Material shown:
----

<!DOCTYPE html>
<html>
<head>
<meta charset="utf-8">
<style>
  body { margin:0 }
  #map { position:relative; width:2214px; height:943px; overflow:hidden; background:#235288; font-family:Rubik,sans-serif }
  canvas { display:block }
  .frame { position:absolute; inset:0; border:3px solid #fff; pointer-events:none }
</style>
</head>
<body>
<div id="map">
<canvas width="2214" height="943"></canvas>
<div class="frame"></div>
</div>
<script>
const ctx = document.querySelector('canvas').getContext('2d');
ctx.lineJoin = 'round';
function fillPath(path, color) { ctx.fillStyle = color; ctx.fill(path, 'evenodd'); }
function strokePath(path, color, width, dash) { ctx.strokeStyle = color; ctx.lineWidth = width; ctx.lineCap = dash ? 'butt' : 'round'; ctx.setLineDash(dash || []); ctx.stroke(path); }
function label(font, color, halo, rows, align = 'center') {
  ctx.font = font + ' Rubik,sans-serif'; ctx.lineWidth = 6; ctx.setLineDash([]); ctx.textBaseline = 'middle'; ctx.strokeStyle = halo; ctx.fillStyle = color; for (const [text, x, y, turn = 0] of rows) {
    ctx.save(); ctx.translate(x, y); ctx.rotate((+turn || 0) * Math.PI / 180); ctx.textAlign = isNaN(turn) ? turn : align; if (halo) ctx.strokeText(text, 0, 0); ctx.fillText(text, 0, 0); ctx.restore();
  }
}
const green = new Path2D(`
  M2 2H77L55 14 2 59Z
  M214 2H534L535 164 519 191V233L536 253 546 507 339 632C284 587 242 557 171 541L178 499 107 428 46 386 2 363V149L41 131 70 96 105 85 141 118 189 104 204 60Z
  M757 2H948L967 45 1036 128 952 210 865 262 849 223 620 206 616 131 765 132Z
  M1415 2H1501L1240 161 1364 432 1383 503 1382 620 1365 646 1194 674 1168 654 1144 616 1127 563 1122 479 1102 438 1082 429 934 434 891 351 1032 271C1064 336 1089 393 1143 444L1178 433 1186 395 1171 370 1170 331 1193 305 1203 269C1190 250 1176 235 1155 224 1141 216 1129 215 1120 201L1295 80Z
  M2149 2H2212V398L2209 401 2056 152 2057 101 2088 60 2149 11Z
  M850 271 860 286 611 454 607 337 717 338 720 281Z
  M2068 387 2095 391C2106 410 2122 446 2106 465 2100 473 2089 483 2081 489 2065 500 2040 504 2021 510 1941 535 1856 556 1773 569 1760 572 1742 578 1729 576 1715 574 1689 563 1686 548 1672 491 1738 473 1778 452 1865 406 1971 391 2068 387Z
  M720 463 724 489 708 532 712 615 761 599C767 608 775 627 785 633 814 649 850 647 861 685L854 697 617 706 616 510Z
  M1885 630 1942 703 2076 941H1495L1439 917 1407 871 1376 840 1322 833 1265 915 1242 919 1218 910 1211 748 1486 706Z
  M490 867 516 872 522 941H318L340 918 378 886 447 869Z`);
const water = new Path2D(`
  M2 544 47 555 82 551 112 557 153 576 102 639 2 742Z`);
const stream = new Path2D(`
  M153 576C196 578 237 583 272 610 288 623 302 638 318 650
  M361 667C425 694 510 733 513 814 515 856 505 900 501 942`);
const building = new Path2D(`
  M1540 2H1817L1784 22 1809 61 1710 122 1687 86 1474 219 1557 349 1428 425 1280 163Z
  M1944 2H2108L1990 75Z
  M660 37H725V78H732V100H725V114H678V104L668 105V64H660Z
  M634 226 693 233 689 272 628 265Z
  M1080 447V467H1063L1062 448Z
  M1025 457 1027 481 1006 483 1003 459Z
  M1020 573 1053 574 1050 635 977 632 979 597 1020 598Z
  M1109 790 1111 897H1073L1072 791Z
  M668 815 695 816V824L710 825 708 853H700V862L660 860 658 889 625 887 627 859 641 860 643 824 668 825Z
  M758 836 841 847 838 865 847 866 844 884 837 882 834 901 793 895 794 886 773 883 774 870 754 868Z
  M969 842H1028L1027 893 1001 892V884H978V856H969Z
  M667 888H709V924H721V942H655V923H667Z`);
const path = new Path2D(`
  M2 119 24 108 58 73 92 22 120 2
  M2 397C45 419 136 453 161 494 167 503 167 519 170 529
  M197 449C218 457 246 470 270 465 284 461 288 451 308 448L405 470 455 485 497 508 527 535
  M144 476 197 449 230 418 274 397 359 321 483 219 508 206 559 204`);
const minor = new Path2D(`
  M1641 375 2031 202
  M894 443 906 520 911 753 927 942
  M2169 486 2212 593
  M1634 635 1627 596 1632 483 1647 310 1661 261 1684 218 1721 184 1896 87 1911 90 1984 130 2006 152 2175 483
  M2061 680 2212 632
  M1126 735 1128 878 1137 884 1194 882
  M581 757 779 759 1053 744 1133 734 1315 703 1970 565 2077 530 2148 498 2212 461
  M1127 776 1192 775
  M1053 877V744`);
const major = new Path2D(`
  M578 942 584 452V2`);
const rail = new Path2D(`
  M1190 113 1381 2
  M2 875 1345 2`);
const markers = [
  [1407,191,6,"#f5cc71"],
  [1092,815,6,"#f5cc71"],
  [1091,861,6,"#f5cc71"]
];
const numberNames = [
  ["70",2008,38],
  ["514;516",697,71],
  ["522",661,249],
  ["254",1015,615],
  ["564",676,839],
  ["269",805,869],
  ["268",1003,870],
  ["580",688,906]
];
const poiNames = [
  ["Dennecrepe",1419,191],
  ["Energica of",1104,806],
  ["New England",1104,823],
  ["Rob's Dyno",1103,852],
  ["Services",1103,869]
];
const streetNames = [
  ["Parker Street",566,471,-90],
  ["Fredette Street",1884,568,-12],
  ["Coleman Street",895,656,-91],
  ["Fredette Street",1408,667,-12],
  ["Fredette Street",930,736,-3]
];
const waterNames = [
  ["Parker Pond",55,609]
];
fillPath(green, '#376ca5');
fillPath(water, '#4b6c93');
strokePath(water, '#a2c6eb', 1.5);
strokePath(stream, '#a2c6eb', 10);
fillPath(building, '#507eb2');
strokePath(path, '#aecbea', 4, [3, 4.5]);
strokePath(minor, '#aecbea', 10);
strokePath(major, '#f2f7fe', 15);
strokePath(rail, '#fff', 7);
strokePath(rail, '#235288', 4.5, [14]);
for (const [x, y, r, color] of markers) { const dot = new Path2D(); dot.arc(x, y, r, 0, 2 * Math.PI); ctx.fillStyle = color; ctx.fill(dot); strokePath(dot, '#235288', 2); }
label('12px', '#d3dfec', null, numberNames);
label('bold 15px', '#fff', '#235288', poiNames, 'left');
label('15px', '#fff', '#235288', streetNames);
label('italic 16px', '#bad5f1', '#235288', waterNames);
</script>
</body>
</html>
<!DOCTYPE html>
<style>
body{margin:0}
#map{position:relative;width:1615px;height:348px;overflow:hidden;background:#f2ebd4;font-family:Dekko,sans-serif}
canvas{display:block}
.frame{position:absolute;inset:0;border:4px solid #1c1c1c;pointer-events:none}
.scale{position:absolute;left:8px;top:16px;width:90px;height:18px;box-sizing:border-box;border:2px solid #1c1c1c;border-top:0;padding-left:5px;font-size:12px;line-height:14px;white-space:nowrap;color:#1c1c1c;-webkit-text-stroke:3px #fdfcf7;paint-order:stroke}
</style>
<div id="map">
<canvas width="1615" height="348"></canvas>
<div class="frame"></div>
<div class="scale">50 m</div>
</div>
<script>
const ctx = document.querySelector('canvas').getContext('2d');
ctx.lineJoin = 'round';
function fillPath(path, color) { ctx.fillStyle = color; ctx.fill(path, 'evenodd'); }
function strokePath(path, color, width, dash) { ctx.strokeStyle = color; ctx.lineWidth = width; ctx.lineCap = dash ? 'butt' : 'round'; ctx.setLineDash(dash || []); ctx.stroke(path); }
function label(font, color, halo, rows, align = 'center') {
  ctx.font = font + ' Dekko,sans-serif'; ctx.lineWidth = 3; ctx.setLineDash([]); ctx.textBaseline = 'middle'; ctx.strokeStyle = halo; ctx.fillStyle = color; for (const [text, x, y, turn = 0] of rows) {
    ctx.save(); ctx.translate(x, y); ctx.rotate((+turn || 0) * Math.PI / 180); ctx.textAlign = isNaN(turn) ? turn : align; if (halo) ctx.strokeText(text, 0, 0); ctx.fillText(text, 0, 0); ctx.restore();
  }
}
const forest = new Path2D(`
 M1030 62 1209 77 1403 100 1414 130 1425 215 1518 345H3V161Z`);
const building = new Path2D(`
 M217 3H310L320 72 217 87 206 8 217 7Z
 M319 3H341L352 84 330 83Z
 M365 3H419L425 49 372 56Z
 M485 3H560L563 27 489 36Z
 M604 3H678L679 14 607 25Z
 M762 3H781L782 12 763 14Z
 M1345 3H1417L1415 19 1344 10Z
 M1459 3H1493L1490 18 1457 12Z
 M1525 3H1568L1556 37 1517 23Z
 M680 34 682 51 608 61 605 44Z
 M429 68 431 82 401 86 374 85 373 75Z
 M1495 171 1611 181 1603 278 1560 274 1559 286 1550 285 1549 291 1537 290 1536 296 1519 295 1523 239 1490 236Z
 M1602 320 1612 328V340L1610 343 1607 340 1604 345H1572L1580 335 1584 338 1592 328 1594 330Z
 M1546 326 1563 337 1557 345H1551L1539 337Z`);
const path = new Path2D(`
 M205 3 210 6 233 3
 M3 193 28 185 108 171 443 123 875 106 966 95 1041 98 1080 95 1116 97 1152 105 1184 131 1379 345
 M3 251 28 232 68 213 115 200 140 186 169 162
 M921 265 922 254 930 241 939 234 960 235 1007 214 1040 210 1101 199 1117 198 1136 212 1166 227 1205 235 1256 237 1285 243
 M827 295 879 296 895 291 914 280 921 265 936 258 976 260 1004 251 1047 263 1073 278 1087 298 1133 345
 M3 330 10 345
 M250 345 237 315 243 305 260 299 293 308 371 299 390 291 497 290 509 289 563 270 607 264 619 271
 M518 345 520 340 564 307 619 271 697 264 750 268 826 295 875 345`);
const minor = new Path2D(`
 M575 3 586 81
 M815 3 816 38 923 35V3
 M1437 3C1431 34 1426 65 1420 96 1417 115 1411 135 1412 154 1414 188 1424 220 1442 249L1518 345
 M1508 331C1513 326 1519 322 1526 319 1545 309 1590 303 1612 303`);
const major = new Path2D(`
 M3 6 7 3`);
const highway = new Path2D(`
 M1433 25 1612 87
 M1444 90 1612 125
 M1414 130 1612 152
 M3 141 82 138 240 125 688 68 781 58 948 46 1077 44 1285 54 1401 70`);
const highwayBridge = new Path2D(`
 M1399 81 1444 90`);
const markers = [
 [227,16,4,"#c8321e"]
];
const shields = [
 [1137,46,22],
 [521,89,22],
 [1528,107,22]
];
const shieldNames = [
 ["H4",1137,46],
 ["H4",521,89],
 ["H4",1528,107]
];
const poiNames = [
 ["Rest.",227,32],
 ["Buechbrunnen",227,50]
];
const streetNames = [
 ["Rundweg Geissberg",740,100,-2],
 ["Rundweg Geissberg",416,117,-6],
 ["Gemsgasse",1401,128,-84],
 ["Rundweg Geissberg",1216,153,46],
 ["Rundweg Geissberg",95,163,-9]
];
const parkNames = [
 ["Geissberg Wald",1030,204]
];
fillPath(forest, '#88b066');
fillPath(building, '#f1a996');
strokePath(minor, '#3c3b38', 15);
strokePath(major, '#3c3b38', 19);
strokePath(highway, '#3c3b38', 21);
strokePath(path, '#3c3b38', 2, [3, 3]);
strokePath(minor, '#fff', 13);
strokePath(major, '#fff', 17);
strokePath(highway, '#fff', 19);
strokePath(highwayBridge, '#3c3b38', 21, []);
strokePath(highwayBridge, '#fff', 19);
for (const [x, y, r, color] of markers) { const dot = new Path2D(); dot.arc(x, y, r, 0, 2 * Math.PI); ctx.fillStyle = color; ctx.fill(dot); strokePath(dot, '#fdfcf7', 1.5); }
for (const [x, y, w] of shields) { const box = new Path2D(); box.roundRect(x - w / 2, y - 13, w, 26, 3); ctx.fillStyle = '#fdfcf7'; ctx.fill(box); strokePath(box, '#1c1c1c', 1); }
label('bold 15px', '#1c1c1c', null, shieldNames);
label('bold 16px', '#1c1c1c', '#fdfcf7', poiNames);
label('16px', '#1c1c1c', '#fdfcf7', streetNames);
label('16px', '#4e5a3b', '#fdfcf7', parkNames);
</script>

----

Beginning at the first line of the records, give again each line exactly as written, ending with the line that contains "M2 2H77L55 14 2 59Z".

Worked solution:
<!DOCTYPE html>
<html>
<head>
<meta charset="utf-8">
<style>
  body { margin:0 }
  #map { position:relative; width:2214px; height:943px; overflow:hidden; background:#235288; font-family:Rubik,sans-serif }
  canvas { display:block }
  .frame { position:absolute; inset:0; border:3px solid #fff; pointer-events:none }
</style>
</head>
<body>
<div id="map">
<canvas width="2214" height="943"></canvas>
<div class="frame"></div>
</div>
<script>
const ctx = document.querySelector('canvas').getContext('2d');
ctx.lineJoin = 'round';
function fillPath(path, color) { ctx.fillStyle = color; ctx.fill(path, 'evenodd'); }
function strokePath(path, color, width, dash) { ctx.strokeStyle = color; ctx.lineWidth = width; ctx.lineCap = dash ? 'butt' : 'round'; ctx.setLineDash(dash || []); ctx.stroke(path); }
function label(font, color, halo, rows, align = 'center') {
  ctx.font = font + ' Rubik,sans-serif'; ctx.lineWidth = 6; ctx.setLineDash([]); ctx.textBaseline = 'middle'; ctx.strokeStyle = halo; ctx.fillStyle = color; for (const [text, x, y, turn = 0] of rows) {
    ctx.save(); ctx.translate(x, y); ctx.rotate((+turn || 0) * Math.PI / 180); ctx.textAlign = isNaN(turn) ? turn : align; if (halo) ctx.strokeText(text, 0, 0); ctx.fillText(text, 0, 0); ctx.restore();
  }
}
const green = new Path2D(`
  M2 2H77L55 14 2 59Z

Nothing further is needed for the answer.